→ **Work request**
Only lines holding the word "service" should be copied from the material.

--------------------------------

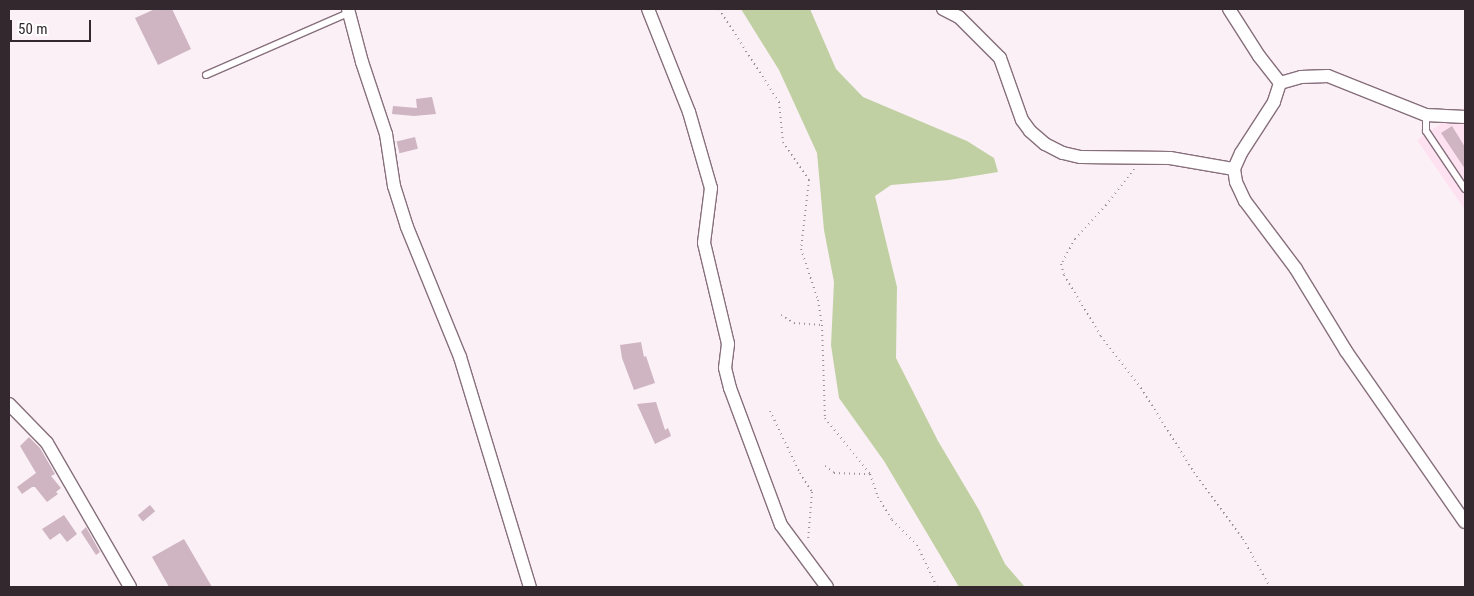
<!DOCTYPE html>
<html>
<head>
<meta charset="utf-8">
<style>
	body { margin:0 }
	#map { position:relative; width:1474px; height:596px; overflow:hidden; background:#fbf0f6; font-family:"Roboto Condensed",sans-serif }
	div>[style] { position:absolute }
	.built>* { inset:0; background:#ffe2f1 }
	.green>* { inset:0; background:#c0d0a3 }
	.building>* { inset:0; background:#cfb4c2; transform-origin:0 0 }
	.path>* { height:2px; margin-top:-1px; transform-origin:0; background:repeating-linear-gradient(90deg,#9a9095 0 1px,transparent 0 5px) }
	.roads { filter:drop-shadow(1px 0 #876f7c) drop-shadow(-1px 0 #876f7c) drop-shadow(0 1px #876f7c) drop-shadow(0 -1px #876f7c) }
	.service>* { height:6px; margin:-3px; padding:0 3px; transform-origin:3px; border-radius:3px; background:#fff }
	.minor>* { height:12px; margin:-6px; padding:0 6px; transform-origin:6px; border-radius:6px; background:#fff }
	span { translate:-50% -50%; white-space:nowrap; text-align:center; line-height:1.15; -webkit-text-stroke:5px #fff; paint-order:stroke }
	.frame { position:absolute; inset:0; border:10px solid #32282d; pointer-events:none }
	.scale { position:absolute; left:10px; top:20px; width:81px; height:22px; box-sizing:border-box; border:2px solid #32282d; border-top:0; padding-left:6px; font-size:15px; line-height:18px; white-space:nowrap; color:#32282d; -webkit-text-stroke:4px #fff; paint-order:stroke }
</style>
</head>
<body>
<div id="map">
	<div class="built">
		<i style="clip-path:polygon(1465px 107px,1465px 210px,1417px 140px)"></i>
	</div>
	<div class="green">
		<i style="clip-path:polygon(741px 9px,810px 9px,836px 69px,863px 97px,967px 141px,994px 158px,998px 172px,949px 180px,891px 185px,875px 196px,897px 287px,896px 358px,938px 441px,979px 510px,1005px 564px,1025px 587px,959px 587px,884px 461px,839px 398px,831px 345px,834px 282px,824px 230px,817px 153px,779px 70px)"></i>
	</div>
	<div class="building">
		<i style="clip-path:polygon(155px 9px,172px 9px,191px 49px,158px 65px,135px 18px)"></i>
		<i style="clip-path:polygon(432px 97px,436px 114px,414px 116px,392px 114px,393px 106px,417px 108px,416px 99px)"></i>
		<i style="clip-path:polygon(1452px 126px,1465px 147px,1465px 169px,1441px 133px)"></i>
		<i style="left:415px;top:137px;width:12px;height:19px;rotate:76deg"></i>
		<i style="clip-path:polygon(641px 342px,644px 357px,646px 356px,655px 383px,634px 390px,622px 358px,620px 345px)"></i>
		<i style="clip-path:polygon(656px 402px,665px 430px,668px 428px,671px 436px,655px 444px,637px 404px)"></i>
		<i style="clip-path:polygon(29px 437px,40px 448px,55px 474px,51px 476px,61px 488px,56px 492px,58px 494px,47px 502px,35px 487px,32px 487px,22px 494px,17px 487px,36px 473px,20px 446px)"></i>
		<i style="left:150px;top:505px;width:8px;height:16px;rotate:50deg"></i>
		<i style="clip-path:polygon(64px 515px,77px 534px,67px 542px,60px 533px,50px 540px,42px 529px)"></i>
		<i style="clip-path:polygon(86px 527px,100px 552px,96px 555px,81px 532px)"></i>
		<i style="clip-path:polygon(184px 539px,212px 587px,169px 587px,152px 557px)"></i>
	</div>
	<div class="path">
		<i style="left:719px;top:9px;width:111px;rotate:57.2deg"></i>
		<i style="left:779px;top:102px;width:40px;rotate:84.3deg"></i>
		<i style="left:783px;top:142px;width:46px;rotate:55.6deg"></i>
		<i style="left:809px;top:180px;width:69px;rotate:96.6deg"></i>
		<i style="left:801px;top:249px;width:54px;rotate:71.6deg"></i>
		<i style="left:818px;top:300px;width:25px;rotate:81deg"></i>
		<i style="left:822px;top:325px;width:93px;rotate:88.2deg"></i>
		<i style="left:825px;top:418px;width:72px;rotate:51.2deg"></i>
		<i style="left:870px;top:474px;width:24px;rotate:71deg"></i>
		<i style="left:878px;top:497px;width:27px;rotate:59deg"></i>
		<i style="left:892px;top:520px;width:35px;rotate:45deg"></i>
		<i style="left:917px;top:545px;width:47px;rotate:64.5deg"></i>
		<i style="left:1134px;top:169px;width:46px;rotate:127.9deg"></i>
		<i style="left:1106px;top:205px;width:46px;rotate:132.4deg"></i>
		<i style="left:1075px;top:239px;width:29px;rotate:119deg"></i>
		<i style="left:1061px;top:264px;width:11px;rotate:75deg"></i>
		<i style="left:1064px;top:275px;width:71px;rotate:58.8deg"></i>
		<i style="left:1101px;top:336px;width:66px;rotate:52.4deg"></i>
		<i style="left:1141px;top:388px;width:99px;rotate:57.8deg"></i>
		<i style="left:1194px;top:472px;width:83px;rotate:53.8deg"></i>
		<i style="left:1243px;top:539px;width:55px;rotate:60.6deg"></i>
		<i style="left:781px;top:315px;width:15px;rotate:32deg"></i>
		<i style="left:794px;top:323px;width:28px;rotate:4deg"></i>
		<i style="left:770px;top:411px;width:69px;rotate:64.2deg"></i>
		<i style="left:800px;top:473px;width:22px;rotate:58deg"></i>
		<i style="left:812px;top:492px;width:49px;rotate:94.7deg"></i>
		<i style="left:825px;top:466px;width:11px;rotate:38deg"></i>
		<i style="left:834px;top:473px;width:36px;rotate:2deg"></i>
	</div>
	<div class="roads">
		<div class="service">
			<i style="left:206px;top:75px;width:157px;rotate:-23.6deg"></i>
			<i style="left:1426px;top:115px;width:16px;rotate:90deg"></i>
			<i style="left:1426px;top:131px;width:70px;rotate:56.1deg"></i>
		</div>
		<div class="minor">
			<i style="left:348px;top:9px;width:55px;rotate:75.2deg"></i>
			<i style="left:362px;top:62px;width:76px;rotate:71.6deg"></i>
			<i style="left:386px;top:134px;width:53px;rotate:81.3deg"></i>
			<i style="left:394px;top:186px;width:43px;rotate:72.4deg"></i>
			<i style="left:407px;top:227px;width:140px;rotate:67.8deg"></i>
			<i style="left:460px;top:357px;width:240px;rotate:73.1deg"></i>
			<i style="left:648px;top:9px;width:111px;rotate:68.3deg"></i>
			<i style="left:689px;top:112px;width:79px;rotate:73.9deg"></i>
			<i style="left:711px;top:188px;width:55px;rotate:97.3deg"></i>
			<i style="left:704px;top:243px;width:104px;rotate:76.6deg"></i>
			<i style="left:728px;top:344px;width:24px;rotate:97deg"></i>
			<i style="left:725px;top:368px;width:21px;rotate:76deg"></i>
			<i style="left:730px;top:388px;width:146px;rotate:69.6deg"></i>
			<i style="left:781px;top:525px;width:77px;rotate:53.4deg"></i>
			<i style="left:943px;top:9px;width:18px;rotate:27deg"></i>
			<i style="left:959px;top:17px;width:58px;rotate:45deg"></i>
			<i style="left:1000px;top:58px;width:66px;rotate:70.5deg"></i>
			<i style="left:1022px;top:120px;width:14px;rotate:54deg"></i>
			<i style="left:1030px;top:131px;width:20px;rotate:41deg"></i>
			<i style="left:1045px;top:144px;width:20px;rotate:27deg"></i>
			<i style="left:1063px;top:153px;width:18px;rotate:13deg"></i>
			<i style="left:1081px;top:157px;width:89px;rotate:0.6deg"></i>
			<i style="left:1170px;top:158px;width:65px;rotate:9.8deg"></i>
			<i style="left:1229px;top:9px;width:56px;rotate:57.4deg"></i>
			<i style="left:1259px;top:56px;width:34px;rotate:52deg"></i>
			<i style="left:1280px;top:83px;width:20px;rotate:108deg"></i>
			<i style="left:1274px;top:102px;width:61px;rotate:122.9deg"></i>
			<i style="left:1241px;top:153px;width:17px;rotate:114deg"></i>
			<i style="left:1234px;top:169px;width:13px;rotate:81deg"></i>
			<i style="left:1236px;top:182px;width:21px;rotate:65deg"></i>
			<i style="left:1245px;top:201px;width:85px;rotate:53.1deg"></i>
			<i style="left:1296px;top:269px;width:96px;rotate:58.6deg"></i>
			<i style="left:1346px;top:351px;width:208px;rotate:55.2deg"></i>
			<i style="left:1280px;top:83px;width:22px;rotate:-16deg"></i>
			<i style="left:1301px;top:77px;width:27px;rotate:-2deg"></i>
			<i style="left:1328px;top:76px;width:105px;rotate:21.7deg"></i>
			<i style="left:1426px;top:115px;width:39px;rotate:3deg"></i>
			<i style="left:9px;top:404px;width:54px;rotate:45.7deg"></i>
			<i style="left:47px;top:443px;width:166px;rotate:60deg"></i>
		</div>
	</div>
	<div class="frame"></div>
	<div class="scale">50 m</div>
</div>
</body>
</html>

--------------------------------

→ **Task answer**
	.service>* { height:6px; margin:-3px; padding:0 3px; transform-origin:3px; border-radius:3px; background:#fff }
		<div class="service">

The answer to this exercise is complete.